The Trump administration’s top technology advisors previously signaled to pick a fight with Big Tech over “AI censorship,” which is likely the next phase in the culture war between conservatives and Silicon Valley. Jordan previously led an investigation into whether the Biden administration and Big Tech colluded to silence conservative voices on social media platforms. Now, he’s turning his attention to AI companies—and their intermediaries.
In letters to technology executives, including Google CEO Sundar Pichai, OpenAI CEO Sam Altman, and Apple CEO Tim Cook, Jordan pointed to a report his committee published in December that he claims “uncovered the Biden-Harris Administration’s efforts to control AI to suppress speech.”
Jordan asked Adobe, Alphabet, Amazon, Anthropic, Apple, Cohere, IBM, Inflection, Meta, Microsoft, Nvidia, OpenAI, Palantir, Salesforce, Scale AI, and Stability AI for information in this latest inquiry. They have until March 27 to provide it.
However, there was a notable omission in Jordan’s list, exempting billionaire Elon Musk’s frontier AI lab, xAI. This is suggested because Musk, a close Trump ally, is a tech leader at the forefront of conversations about AI censorship.

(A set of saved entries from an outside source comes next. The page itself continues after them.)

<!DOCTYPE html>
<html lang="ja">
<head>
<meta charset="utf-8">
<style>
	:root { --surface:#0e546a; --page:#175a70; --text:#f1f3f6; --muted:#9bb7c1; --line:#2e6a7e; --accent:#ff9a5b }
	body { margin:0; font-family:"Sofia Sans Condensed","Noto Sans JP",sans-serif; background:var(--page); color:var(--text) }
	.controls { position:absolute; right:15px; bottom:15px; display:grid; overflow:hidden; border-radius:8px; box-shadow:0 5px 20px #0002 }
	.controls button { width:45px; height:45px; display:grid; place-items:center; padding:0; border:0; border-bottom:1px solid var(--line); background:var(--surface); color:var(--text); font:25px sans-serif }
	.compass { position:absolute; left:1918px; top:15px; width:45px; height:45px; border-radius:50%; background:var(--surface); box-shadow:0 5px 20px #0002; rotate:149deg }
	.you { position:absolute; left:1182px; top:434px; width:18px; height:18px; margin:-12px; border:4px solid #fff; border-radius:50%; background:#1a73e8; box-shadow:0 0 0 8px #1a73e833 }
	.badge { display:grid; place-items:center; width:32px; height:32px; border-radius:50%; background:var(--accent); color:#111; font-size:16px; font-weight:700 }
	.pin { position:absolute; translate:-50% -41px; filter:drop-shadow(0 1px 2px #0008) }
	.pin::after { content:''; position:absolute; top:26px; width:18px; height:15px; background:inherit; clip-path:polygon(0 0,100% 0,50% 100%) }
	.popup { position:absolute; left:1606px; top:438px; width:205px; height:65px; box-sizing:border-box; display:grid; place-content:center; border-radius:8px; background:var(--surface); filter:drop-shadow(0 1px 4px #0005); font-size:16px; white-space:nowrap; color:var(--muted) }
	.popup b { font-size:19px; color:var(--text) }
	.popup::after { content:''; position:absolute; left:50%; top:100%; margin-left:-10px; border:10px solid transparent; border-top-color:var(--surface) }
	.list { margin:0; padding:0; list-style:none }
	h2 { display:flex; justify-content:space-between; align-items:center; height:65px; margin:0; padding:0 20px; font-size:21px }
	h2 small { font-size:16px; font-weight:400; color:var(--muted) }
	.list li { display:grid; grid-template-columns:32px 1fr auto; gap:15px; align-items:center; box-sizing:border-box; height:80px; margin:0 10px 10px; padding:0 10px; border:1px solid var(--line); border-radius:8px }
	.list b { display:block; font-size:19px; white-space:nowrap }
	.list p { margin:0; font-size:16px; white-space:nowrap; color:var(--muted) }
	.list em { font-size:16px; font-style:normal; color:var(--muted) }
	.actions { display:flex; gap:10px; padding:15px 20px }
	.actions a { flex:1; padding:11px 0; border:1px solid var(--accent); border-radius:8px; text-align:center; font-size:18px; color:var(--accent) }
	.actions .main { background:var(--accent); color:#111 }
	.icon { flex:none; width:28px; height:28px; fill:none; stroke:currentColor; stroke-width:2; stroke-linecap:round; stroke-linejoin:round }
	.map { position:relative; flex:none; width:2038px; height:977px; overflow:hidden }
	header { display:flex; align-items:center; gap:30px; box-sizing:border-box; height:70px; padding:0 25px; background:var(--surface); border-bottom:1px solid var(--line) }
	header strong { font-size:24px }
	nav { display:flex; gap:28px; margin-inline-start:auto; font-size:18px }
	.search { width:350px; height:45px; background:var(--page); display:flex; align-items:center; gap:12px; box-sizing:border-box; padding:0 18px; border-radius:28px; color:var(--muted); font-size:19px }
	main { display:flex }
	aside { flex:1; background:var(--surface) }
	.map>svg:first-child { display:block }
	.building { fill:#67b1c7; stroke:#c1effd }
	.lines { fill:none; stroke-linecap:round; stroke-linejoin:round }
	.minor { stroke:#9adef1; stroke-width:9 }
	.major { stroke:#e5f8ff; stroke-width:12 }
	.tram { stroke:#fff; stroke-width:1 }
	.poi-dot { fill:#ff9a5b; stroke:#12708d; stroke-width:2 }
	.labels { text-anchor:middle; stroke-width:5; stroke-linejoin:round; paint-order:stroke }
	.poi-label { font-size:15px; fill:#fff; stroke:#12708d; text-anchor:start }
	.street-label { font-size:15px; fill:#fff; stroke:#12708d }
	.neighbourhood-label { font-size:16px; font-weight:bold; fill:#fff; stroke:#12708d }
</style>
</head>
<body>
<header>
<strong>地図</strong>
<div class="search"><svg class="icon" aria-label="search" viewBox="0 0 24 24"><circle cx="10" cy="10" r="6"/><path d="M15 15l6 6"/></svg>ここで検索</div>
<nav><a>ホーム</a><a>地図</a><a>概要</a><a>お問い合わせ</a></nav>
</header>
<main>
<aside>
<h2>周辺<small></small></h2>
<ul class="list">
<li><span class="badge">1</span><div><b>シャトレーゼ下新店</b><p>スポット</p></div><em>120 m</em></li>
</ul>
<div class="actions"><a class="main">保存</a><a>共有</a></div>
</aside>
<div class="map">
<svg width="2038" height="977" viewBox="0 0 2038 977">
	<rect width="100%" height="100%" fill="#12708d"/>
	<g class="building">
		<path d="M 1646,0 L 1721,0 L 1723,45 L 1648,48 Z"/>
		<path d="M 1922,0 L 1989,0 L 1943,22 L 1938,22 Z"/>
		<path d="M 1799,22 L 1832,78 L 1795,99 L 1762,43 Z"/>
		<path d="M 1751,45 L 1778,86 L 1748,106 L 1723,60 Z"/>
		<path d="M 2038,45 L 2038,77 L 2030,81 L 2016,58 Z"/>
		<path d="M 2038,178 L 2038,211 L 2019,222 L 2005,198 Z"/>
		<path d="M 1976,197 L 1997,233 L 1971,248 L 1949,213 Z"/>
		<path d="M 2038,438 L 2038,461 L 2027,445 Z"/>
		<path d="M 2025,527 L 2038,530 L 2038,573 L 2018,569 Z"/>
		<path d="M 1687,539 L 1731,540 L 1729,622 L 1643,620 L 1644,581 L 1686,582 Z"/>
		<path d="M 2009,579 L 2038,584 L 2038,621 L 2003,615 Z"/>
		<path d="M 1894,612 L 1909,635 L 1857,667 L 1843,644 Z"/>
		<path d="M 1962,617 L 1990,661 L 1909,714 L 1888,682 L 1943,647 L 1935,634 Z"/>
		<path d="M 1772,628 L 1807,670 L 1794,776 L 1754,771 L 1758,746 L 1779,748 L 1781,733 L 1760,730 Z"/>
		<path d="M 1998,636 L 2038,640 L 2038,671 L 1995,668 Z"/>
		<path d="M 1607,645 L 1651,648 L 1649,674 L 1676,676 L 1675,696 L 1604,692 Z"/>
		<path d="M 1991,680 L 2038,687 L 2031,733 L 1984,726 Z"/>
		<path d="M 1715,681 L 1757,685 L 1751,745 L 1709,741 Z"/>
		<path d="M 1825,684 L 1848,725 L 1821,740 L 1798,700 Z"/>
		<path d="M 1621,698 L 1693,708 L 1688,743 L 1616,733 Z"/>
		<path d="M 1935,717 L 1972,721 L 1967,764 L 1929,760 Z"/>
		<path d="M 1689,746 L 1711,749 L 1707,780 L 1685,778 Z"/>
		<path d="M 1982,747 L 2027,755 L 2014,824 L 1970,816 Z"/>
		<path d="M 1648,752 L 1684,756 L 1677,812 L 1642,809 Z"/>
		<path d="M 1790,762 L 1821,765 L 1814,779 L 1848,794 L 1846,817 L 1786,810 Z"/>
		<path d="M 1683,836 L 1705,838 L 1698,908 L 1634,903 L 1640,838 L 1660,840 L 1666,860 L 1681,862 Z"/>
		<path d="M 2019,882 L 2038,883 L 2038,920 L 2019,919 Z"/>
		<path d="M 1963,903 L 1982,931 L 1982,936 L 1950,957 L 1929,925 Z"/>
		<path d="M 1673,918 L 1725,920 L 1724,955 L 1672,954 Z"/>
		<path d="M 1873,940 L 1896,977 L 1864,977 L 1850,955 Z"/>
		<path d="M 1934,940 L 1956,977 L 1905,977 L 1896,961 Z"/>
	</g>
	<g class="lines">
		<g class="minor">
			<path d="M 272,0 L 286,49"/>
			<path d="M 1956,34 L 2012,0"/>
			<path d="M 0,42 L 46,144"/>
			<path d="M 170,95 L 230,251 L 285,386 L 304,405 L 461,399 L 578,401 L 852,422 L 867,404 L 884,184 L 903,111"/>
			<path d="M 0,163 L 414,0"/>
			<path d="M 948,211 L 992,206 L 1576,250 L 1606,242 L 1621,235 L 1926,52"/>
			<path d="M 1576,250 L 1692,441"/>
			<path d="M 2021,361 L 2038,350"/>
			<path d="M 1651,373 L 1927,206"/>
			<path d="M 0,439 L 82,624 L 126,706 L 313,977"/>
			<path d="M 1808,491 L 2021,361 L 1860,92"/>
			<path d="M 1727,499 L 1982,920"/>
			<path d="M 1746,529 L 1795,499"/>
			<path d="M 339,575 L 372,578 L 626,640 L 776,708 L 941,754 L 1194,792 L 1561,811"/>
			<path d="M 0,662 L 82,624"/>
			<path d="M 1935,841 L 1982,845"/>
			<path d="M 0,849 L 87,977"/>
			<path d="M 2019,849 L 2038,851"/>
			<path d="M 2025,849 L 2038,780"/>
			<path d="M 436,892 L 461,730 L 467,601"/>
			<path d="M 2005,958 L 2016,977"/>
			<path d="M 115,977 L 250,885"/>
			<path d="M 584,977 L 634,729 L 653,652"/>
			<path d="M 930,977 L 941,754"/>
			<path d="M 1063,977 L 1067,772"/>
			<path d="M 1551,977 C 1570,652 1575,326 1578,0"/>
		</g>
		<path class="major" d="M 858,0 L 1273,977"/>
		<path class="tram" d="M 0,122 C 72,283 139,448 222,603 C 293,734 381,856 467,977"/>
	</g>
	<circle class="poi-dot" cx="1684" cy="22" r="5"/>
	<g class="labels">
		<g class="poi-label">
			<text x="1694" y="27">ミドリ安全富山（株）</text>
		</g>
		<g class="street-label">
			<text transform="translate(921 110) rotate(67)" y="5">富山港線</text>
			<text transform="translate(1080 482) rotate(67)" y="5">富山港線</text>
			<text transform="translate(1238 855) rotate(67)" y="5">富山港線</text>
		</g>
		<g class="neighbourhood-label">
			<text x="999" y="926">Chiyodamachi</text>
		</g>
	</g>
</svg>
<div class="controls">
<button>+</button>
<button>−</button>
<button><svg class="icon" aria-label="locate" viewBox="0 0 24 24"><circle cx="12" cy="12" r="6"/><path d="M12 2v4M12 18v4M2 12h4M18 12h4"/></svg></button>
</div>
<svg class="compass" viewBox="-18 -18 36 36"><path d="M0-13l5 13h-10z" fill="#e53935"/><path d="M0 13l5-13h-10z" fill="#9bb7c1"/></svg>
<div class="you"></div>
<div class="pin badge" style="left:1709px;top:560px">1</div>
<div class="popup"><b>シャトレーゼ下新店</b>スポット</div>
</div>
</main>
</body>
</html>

Assumably, the conservative lawmakers would ramp up scrutiny over alleged AI censorship. Perhaps in anticipation of an investigation such as Jordan’s, several tech companies have changed how their AI chatbots handle politically sensitive queries.
Earlier this year, OpenAI, before launching an AI agent for in-depth research, announced it was changing how it trains AI models to represent more perspectives and ensure ChatGPT wasn’t censoring certain viewpoints. OpenAI denies this was an attempt to appease the Trump administration but rather an effort to double down on the company’s core values.
Anthropic, for its part, has said that its newest AI model, Claude 3.7 Sonnet, will refuse to answer fewer questions and give more nuanced responses on controversial subjects.
Other companies have been slower in changing how their AI models treat political subject matter. Leading up to the 2024 U.S. election, Google said that its Gemini chatbot wouldn’t respond to political queries. Even after the election, it was discovered that the chatbot wouldn’t consistently answer simple political questions, like “Who is the current President?”
Some tech executives, including Meta CEO Mark Zuckerberg, have added fuel to conservative accusations of Silicon Valley censorship by claiming the Biden administration pressured social media companies to suppress certain content like COVID-19 misinformation.